Similarly, moving Shoshanna out of the U.S. allowed us to focus more on one of the show’s most stealthily great performances in Zosia Mamet. The Japan set-pieces could tend a little to the Coppolaesque, and the satire of Japanese culture has as much sting or reason than the show’s satire of American culture. But Mamet is underrated here, and her character has too often felt like unnecessarily shallow comic relief. Her performance especially in the “Queen for Two Days” episode is wonderful. Watching Mamet modulate her flibbertigibbet cartoon into a kind of manic-depressive collapse transformed Shosh into something like a naturalist heroine. As her ex points out, she is still a being of extreme privilege, but Mamet’s performance of Shosh’s decline gives that character a soul the show was not always too concerned with giving her.

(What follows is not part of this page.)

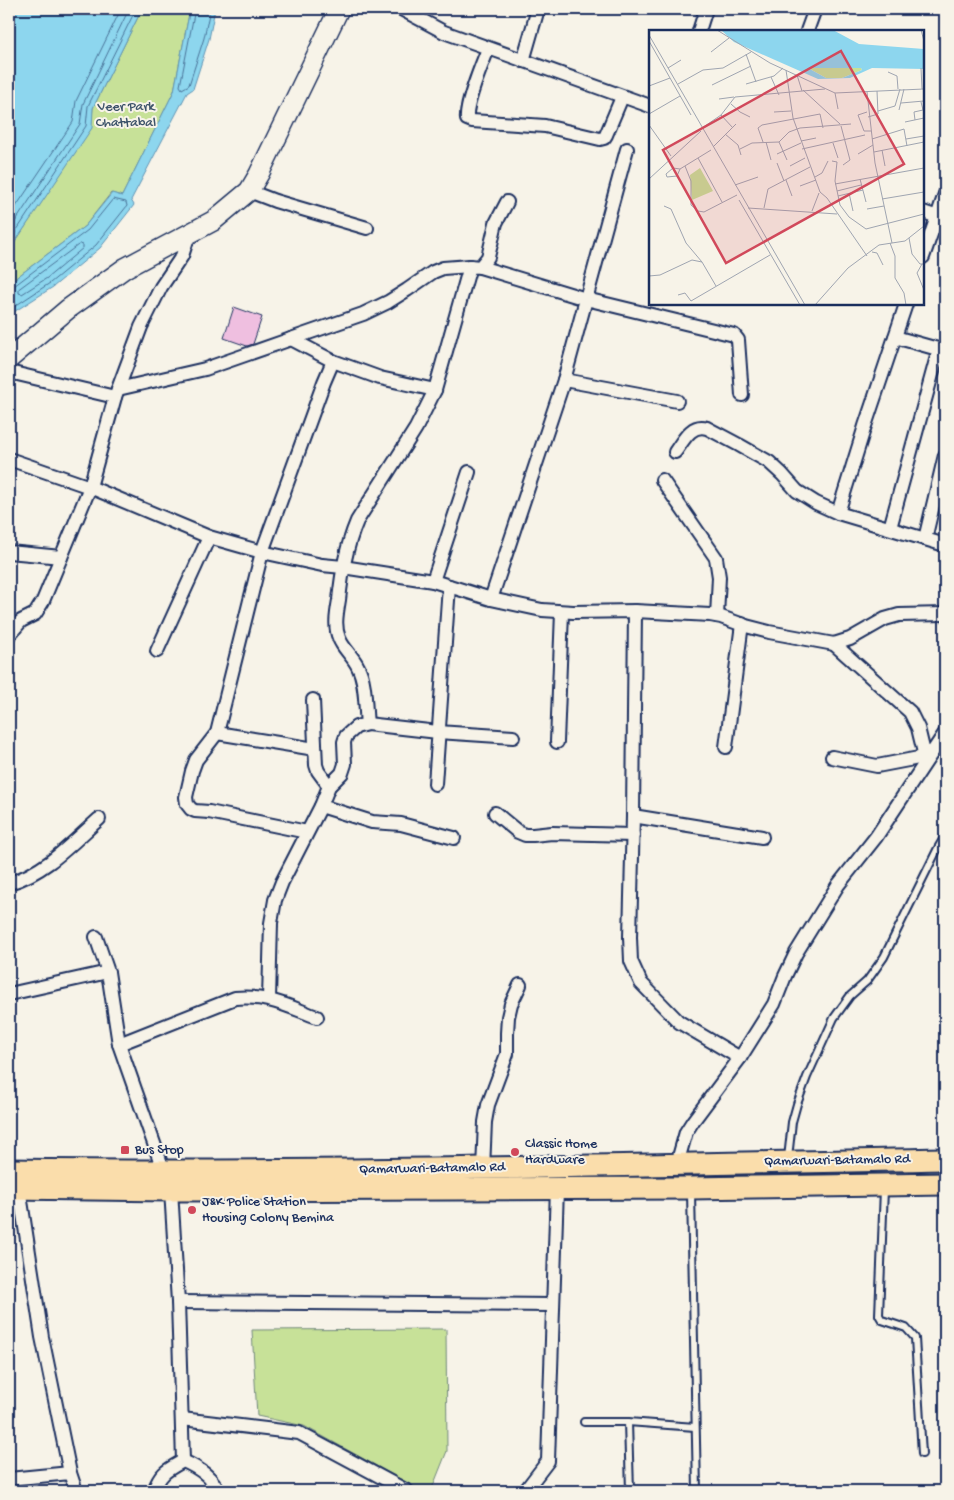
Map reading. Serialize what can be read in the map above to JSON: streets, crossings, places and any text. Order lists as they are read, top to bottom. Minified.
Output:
{"streets":{"main road":["Qamarwari-Batamalo Rd"]},"parks":["Veer Park Chattabal"],"places":{"transit":["Bus Stop"],"other":["Classic Home Hardware","J&K Police Station Housing Colony Bemina"]}}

There have been a series of terrific moments — Elijah’s tearful speech to Dill, the strangely moving Bowie cover at the end of “Queen for Two Days,” the rise of Becky Ann Baker into the frame, the electric one-episode performance of Jenny Slate, Adam and Jessa’s carnival date — but the most important development has happened at the level of this show’s broadest arc. This week’s finale features a long, slow zoom on Hannah as she tells a story — the story of the season, of Jessa and Adam — to the crowd at The Moth. It’s set up as a kind of victorious moment, her return to her dream, her effort to be true to herself, etc. But, as it was happening, I kept thinking: is this story any good? Or, maybe more importantly, are we supposed to think this is any good?
And those questions made me realize that this isn’t the first time I’ve asked them, the first time we’ve asked them. In June of 2012, Evan asked us about whether or not we’re supposed to take the art on the show seriously. The show, he suggested, had a problem with “how to depict performance/artistic expression without mocking or minimizing it.” Here’s what I wrote in response, as a little baby TV critic:
One of the more underplayed jokes in the pilot is that the manuscript [Hannah] hands to her parents could not be more than 30 pages long; the story topics we occasionally hear referenced (about her hoarder boyfriend, for instance) seem designed by Dunham to be laughed at; Marnie is tolerant, at best, of her friend’s prose; and we never, ever, see Hannah working on the book that is, presumably, her prime occupation. The only people who compliment her on it are her father, who loves her unconditionally, and Professor Christopher Moltisanti, who, as Marnie points out, may just be macking on her.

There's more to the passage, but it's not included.